_Goal of the exercise_:
Report all lines of the records that contain "interface".

--- Given entries ---

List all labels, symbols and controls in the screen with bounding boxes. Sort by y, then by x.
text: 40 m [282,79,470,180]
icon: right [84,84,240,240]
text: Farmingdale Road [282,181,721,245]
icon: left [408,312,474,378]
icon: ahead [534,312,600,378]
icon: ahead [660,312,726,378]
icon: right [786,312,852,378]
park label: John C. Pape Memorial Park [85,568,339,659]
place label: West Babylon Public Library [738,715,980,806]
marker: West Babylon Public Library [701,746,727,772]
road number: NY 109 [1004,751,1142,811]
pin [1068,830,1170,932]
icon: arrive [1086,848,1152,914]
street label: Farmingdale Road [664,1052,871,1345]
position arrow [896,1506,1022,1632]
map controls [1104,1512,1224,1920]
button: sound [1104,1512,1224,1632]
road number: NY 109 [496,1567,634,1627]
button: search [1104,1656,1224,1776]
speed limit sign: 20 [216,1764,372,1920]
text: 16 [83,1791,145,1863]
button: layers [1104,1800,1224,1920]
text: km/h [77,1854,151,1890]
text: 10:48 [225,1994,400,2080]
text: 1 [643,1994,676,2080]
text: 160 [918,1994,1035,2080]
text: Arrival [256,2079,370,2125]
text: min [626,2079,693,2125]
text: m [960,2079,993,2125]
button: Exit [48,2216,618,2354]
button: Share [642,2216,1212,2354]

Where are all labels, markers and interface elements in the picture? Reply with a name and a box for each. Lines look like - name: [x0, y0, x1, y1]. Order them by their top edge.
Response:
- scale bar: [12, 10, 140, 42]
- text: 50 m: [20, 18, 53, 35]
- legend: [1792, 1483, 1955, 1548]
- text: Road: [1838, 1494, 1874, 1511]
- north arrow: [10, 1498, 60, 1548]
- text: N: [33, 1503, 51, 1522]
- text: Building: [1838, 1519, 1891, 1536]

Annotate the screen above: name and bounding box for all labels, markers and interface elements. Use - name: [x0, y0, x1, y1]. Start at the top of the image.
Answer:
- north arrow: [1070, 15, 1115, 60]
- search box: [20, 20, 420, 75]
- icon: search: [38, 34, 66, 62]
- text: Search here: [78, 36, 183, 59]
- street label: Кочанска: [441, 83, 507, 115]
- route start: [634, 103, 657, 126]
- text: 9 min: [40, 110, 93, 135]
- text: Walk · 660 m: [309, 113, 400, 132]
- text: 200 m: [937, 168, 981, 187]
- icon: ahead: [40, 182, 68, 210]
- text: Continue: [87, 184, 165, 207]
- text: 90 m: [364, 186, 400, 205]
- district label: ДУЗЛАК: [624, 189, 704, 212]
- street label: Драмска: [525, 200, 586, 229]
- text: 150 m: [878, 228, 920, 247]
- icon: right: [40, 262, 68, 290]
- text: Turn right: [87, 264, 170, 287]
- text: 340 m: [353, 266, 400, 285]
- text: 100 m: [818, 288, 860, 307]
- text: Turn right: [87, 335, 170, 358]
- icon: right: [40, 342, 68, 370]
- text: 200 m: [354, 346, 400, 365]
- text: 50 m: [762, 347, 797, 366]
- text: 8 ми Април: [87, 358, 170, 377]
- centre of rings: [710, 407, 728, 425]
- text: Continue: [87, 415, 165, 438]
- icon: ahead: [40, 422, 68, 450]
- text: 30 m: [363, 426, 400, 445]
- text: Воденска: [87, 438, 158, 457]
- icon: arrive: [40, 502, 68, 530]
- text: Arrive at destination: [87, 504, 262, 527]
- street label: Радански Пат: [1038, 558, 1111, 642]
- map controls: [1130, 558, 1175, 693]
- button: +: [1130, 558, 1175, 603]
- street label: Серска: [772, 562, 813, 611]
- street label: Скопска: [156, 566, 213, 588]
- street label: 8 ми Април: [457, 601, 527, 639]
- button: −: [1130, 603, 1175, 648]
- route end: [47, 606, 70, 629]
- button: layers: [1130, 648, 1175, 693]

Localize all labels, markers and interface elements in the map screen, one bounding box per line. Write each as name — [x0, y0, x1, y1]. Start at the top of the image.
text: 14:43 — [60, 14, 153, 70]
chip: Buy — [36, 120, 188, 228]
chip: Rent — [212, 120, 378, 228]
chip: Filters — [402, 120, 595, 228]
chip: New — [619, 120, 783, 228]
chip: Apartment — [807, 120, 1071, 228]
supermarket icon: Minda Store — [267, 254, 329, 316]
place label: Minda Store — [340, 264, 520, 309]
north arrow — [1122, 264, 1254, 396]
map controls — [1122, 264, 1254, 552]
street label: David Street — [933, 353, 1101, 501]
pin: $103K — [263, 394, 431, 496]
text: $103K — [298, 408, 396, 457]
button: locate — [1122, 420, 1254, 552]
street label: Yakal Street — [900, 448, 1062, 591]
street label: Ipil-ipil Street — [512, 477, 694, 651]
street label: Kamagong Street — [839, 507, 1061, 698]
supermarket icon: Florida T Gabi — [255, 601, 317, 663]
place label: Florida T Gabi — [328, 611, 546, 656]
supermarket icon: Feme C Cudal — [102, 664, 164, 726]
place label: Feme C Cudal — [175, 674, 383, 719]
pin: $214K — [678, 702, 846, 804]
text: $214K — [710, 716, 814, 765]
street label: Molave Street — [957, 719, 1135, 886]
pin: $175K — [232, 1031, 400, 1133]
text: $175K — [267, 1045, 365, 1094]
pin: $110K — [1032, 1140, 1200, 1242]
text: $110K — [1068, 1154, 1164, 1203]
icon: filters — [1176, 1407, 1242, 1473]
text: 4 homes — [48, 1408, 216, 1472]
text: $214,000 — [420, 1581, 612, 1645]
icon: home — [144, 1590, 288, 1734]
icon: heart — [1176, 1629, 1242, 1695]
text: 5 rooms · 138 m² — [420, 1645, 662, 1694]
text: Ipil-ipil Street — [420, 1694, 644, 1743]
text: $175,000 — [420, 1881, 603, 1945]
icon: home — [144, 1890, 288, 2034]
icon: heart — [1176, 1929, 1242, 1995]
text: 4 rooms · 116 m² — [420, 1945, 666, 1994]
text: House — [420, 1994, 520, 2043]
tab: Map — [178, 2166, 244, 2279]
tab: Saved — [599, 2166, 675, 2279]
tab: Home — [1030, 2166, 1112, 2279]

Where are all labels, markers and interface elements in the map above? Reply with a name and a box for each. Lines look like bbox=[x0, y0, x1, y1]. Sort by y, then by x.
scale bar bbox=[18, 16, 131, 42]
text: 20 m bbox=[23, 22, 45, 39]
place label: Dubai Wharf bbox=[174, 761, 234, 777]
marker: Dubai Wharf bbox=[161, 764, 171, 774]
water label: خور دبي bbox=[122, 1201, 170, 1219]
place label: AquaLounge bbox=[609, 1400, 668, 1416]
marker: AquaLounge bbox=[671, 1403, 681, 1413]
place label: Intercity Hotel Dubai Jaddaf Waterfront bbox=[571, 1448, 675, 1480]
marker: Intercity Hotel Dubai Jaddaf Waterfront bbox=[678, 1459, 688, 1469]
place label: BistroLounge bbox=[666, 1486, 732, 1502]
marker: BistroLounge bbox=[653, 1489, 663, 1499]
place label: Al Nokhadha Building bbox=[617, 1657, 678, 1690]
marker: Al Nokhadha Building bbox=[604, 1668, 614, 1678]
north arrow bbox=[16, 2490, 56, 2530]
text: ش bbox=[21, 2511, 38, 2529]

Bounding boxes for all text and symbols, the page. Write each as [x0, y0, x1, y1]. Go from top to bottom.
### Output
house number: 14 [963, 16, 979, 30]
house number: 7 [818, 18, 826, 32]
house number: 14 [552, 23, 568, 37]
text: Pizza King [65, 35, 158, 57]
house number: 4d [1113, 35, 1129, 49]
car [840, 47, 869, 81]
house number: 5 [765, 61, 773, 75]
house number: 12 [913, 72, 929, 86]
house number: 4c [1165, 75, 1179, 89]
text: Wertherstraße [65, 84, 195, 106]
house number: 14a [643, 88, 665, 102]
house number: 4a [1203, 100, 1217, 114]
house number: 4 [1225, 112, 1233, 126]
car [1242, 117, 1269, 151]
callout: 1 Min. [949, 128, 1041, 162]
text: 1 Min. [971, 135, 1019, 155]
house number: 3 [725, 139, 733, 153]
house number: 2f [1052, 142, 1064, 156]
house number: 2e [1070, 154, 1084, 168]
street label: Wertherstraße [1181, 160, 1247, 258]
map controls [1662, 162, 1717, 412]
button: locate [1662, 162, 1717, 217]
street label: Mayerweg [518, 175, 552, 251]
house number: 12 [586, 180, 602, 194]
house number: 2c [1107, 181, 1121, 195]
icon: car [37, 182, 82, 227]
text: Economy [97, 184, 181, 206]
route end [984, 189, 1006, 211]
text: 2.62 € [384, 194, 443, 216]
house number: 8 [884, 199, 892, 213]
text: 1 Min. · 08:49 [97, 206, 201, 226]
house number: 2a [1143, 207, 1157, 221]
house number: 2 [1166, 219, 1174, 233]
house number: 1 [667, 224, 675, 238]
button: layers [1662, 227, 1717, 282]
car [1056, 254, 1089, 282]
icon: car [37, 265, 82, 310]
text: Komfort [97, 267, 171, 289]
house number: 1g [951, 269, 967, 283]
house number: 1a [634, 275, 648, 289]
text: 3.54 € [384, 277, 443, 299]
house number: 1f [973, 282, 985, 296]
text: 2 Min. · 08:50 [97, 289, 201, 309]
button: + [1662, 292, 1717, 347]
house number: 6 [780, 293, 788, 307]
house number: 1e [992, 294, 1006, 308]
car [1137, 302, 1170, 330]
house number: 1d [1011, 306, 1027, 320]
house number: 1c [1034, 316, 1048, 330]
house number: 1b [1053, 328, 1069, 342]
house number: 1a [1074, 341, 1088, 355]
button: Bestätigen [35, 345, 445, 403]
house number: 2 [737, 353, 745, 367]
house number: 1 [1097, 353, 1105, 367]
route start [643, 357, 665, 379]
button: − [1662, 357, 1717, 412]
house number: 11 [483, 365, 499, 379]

---

_Solved problem_:
Where are all labels, markers and interface elements in the picture? Reply with a name and a box for each. Lines look like - name: [x0, y0, x1, y1]. Order them by their top edge.
Annotate the screen above: name and bounding box for all labels, markers and interface elements. Use - name: [x0, y0, x1, y1]. Start at the top of the image.
Localize all labels, markers and interface elements in the map screen, one bounding box per line. Write each as name — [x0, y0, x1, y1]. Start at the top of the image.
Where are all labels, markers and interface elements in the map above? Reply with a name and a box for each. Lines look like bbox=[x0, y0, x1, y1]. Sort by y, then by x.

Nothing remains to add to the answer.